In our world today, mobile phones can be seen globally as they keep us in endless interaction which we use to communicate with others through messaging and social media. Hence, mobile phones today are one of the most common factors which ultimately contributes to death on all roads in the world, especially in NSW. As stated by RMS (Roads and Maritime Services), “Mobile phone use is prohibited while driving however it may be used by the passenger when making or receiving a call if the phone is securely mounted to the vehicle, or parked in an authorized spot with the car's engine completely off”. In NSW new laws have been developed which prohibit the use of mobile phone under no circumstances regardless of where your phone is placed in the car. If any driver has been caught in the offence of driving while using mobile phones, offenders will be penalized 10 demerit points for illegal phone usage. A recent study has suggested that P-Plate drivers aged 18-25 years are twice as likely to make a phone call and four times more likely to text. In addition, 12% have admitted to updating their Facebook status while driving and 14% have admitted to taking a selfie and uploading. Nevertheless, recent research proceeds to display many risky behaviors while driving with a mobile phone, though several young P-Platers however honestly confess to unauthorized mobile phone usage while driving, despite campaigns to reduce mobile phone usage on our roads today to lessen major fatalities that will affect large amounts of people. The effectiveness of this legislation depends on the individual that abides by it and knowing the consequences and risks mobile phone usage has on the P-Plater drivers, although this law is somewhat effective as people have been aware of the dangers and risks included and penalties involved while committing such a crime.
Mobile phone usage while driving also has a great impact on the safety of other drivers and pedestrians in the wider community. Evidence shows us that driving with a phone contributes to deadly crashes as 1500 pedestrians were killed in NSW last year, stated by Centre for Road Safety. By using a phone while driving other people, including the driver, are vulnerable to deadly crashes. Evidence shows distraction caused by mobile phones is extremely common on our roads and can affect a drivers’ performance on the road in numerous ways. For example, drivers find it hard to concentrate and stay in the correct lane, creates longer reaction time for drivers which in order causes drivers to take their hands off the wheel and have no care factor for their surroundings.
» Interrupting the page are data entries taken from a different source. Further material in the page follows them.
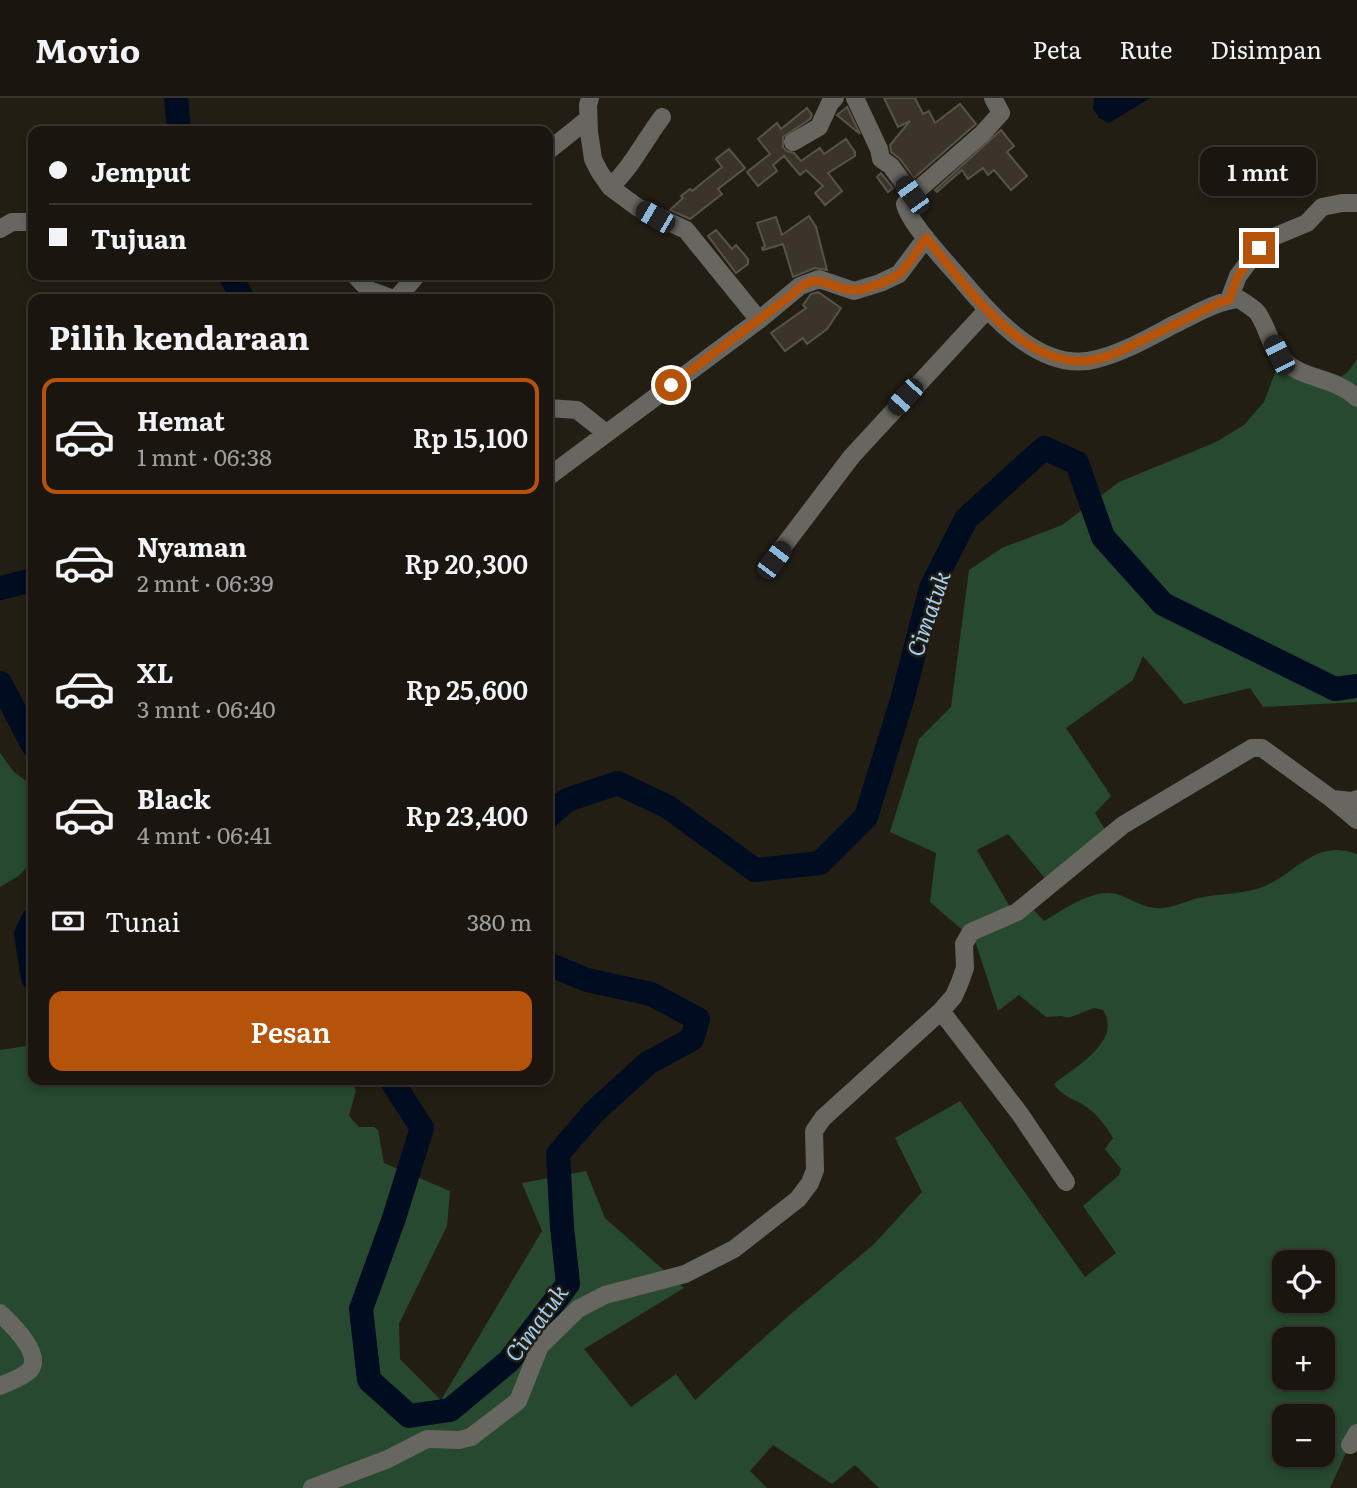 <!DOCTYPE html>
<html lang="id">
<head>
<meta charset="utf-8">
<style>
  :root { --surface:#1a160f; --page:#231f18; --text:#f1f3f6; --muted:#9f9f9e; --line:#38352f; --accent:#b45309 }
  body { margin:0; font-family:Literata,serif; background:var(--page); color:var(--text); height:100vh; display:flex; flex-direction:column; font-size:26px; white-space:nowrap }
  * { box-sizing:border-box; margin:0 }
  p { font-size:23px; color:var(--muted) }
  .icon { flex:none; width:38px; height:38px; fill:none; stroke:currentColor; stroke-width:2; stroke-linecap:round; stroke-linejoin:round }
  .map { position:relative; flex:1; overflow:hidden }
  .sheet { position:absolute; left:28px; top:196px; width:525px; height:791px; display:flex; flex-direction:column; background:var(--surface); border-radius:14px; box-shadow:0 4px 10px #0003,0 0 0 2px var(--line) }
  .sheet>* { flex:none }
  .banner { position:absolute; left:28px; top:28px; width:525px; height:154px; border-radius:14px; box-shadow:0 4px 10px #0003,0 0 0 2px var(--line); display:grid; align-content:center; height:154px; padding:0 21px; background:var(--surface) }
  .controls { position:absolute; left:1272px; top:1152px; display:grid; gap:14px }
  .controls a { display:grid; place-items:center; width:63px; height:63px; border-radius:14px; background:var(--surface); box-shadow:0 4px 10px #0003,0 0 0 2px var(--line); font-size:35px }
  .end { position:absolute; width:32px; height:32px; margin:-16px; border:9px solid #b45309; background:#fff; box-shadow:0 0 0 4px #fff }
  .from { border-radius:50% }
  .bubble { position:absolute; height:49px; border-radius:14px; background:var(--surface); box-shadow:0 4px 10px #0003,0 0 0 2px var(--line); font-size:23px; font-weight:600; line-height:49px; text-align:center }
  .car { position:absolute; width:21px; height:42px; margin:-21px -10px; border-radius:9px; box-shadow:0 0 5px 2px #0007; background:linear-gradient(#222 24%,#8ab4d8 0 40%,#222 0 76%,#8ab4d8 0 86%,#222 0) }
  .banner b { display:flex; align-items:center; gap:24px; height:66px; font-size:26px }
  .banner b+b { border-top:2px solid var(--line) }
  .banner i { width:18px; height:18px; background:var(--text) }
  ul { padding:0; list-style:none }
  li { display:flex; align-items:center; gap:21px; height:116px; margin:0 14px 10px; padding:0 7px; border:4px solid transparent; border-radius:14px }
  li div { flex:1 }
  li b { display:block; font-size:26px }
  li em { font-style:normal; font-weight:600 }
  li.selected { border-color:var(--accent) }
  li>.icon { width:63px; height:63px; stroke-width:1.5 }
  h2 { padding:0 21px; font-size:32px; line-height:84px }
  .pay { display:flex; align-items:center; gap:18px; height:77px; padding:0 21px; font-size:26px }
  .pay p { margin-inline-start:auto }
  .button { display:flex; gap:14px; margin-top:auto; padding:14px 21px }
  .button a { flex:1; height:80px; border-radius:14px; background:var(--accent); color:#fff; font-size:28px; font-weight:600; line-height:80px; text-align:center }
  header { display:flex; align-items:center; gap:42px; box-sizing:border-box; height:98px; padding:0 35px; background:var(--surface); border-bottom:2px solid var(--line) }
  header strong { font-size:33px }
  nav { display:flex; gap:38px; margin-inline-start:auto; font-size:24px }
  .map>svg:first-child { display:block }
  .green { fill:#26492f; fill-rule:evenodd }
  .water { fill:#000c20 }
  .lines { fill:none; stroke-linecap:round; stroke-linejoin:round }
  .river { stroke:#000c20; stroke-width:24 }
  .building { fill:#3a342a; stroke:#585247; stroke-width:2 }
  .minor { stroke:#686660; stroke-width:18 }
  .route { stroke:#b45309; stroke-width:9 }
  .labels { text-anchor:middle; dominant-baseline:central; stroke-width:5; stroke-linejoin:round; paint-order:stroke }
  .water-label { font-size:23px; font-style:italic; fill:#a4cef3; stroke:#231e14 }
</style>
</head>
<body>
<header>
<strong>Movio</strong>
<nav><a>Peta</a><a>Rute</a><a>Disimpan</a></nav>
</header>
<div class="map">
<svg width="1357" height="1390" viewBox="0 0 1357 1390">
  <rect width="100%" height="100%" fill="#231e14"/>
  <path class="green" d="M1357,261V604L1263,609L1250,590L1184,606L1143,558L1133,582L1066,630L1111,698L1095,715L1109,738L1048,784L1008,736L977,752L1017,821L1034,812L1044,823C1065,811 1092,790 1117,796C1132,801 1146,812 1162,810C1174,809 1187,803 1198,800C1217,796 1238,796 1256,791C1295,780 1312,739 1357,756V1331L1330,1390H879L855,1367L832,1386L773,1347L750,1373L767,1390H0V952L33,947V982H351L356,992L349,1018L359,1029H374L378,1032L384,1065L450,1093L447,1128L399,1226L400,1261L441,1302L542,1133L522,1085L586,1073L605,1120L684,1190L584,1251L631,1309L676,1276L695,1302L786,1220L873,1147L922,1094L895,1040L960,1003L1085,1179L1116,1155L1083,1108L1119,1077L1121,1071L1105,1051L1113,1040C1106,1027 1095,1014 1082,1006C1071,1000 1061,997 1054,986C1075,969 1123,943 1103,912L1094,910L1068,920L1062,918L1046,919L1019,897L998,913L975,843L930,804L936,755L890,734L919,641L951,609L969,472L1002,450L1062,427L1119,384L1216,344L1244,327L1264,304L1276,272C1293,277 1325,289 1342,278C1348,275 1353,267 1357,261ZM1284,1164H1323V1202H1284ZM1284,1241H1323V1279H1284ZM1284,1318H1323V1356H1284Z
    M0,655L14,674L33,688C33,713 38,744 27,768C22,778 9,783 0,789Z"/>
  <path class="water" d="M1094,0H1150L1109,25L1099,20L1093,11Z"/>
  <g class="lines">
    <path class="river" d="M176,0L179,33
      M230,177L243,201
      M0,490L33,482
      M0,585L33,647
      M548,719L567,702L618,685L668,709L755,772L820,765L866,719L902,602L931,490L966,421L1044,350L1077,365L1103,439L1163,506L1335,591L1357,588
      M33,822L26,836L33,880
      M391,982L422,1030L394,1120L361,1211L369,1282L409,1318L450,1312L509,1263L568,1186L562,1129L558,1056L594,1014L648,965L692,941L698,921L651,896L587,882L548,866"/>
  </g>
  <path class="building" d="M884,0H915L923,16L929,13L935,25L960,6L976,26L914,80L900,61L891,54L890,47L910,23L898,29Z
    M847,9L860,36L837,17Z
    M807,10L812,17L810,21L783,39V49L787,53L794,55L801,63L820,50L824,56L846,41L855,54V58L828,75L842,93L825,107L815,95L823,88L806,72L800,77L784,58L773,67L777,73L758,88L747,74L770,56L758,41L777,25L781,31Z
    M1001,32L1014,48L1007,54L1027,78L1011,92L994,72L988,77L983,70L968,81L962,72L937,94L935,92Z
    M729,51L745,70L718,91L722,96L690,121L670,112L683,100L681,98L690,91L692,93L722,69L716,61Z
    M881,75L893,90L888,94L877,79Z
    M809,118L816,129L827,172L815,170L793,179L783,146L763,152L762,150L765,148L757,125L776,119L782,137Z
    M716,132L732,151L736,147L748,161V166L736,175L708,138Z
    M818,194L841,210L827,231L807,246L803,240L785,253L771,235L806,210L803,207L811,196Z"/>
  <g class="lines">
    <path class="minor" d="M590,0L588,7L589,34L593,61L599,73L610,89L637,109L686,132L759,222
      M855,0L879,51L881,61L891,68L912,97
      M993,0L1001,15L982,36L912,97L905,106C909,126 951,169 965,186C996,223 1044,276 1097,261C1125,254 1150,239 1175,226C1196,216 1216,203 1239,201C1245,205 1252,209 1257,214C1268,229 1270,250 1284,263C1304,282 1335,279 1357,300
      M793,44L819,29L830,5L835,0
      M548,53L588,21
      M610,89C631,70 645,42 662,19
      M0,131L12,124H33
      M355,177L369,192L393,201
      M396,201L417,177
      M1229,202L1238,178L1259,150L1271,140L1307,125L1322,109L1342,105H1357
      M548,310L577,312L606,335
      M548,379L759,222L800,188L819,181L854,193L880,185L899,176L926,140
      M773,462L852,358L987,212
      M1332,701L1352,703L1357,701
      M941,913L1020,1016L1066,1084
      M0,1215C10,1225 43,1255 30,1272C24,1279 9,1284 0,1288
      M1350,1347L1357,1335
      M312,1390L388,1361L427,1341L459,1342L471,1339L518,1303L540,1248L578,1211L605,1197L685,1176L734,1151L798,1101L810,1085L815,1072L814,1033L823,1020L941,913L954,898L960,884L965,870L964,846L971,834L1017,814L1123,727L1252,650H1262L1332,701L1357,722"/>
  </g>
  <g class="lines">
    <path class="route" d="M671,287L793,196C817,170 828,191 853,192C863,193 892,182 900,175C910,166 918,151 926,140C965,186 1023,273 1092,262C1112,259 1130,248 1147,240C1172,228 1196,216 1220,204L1229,202L1238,178L1259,150"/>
  </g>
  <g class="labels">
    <g class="water-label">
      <text transform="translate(927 515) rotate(-71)">Cimatuk</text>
      <text transform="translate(535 1224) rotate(-54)">Cimatuk</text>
    </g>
  </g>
</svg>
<div class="controls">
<a><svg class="icon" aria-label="locate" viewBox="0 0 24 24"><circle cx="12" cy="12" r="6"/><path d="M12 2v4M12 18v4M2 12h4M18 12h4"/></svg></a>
<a>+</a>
<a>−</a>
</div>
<i class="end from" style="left:671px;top:287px"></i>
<i class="end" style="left:1259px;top:150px"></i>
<div class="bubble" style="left:1200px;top:49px;width:116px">1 mnt</div>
<i class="car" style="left:912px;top:97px;rotate:324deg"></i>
<i class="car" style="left:655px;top:119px;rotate:300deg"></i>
<i class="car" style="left:1279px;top:257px;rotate:333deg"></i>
<i class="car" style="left:905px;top:299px;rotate:222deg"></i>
<i class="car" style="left:774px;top:462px;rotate:37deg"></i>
<div class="banner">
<b><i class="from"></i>Jemput</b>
<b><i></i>Tujuan</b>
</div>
<section class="sheet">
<h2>Pilih kendaraan</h2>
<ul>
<li class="selected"><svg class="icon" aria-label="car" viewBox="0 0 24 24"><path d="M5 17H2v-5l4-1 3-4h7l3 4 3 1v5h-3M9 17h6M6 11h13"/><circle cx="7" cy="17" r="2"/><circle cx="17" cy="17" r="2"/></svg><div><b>Hemat</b><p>1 mnt · 06:38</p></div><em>Rp 15,100</em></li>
<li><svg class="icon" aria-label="car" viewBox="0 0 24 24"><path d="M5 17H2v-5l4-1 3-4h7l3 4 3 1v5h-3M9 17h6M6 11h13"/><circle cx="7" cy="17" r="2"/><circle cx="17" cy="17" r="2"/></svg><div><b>Nyaman</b><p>2 mnt · 06:39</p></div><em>Rp 20,300</em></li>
<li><svg class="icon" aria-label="car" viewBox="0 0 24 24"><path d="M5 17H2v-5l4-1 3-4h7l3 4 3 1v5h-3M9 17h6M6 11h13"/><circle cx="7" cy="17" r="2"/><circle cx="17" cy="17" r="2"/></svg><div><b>XL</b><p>3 mnt · 06:40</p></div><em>Rp 25,600</em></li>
<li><svg class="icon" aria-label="car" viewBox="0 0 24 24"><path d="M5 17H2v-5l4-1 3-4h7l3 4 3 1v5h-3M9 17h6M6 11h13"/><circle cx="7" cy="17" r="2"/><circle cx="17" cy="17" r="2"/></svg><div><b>Black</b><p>4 mnt · 06:41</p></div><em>Rp 23,400</em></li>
</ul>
<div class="pay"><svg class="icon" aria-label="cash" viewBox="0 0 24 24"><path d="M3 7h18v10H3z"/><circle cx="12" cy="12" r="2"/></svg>Tunai<p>380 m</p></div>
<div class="button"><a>Pesan</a></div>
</section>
</div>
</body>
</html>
Hence is it clear, mobile phone usage affects the wider community as it increases the risk for fatalities on NSW roads.
By understanding the consequences mobile phones have on P-Plate drivers and the risks involved, new strategies must be implemented to eliminate horrendous crashes on our roads. If new initiatives are created, the crash rate will decrease eventually. For example, a new app can be implemented onto our phones which completely disables the use of text messaging and social media applications while the car engine is turned on. Not only that, by knowing the consequences, cars can be designed in ways which prevent the use of mobile phone use by including a ‘lock’ compartment in order to eliminate the urge to use it. The ‘locked’ compartment can only be unlocked once the car is turned off, only being able to call emergency services by voice control.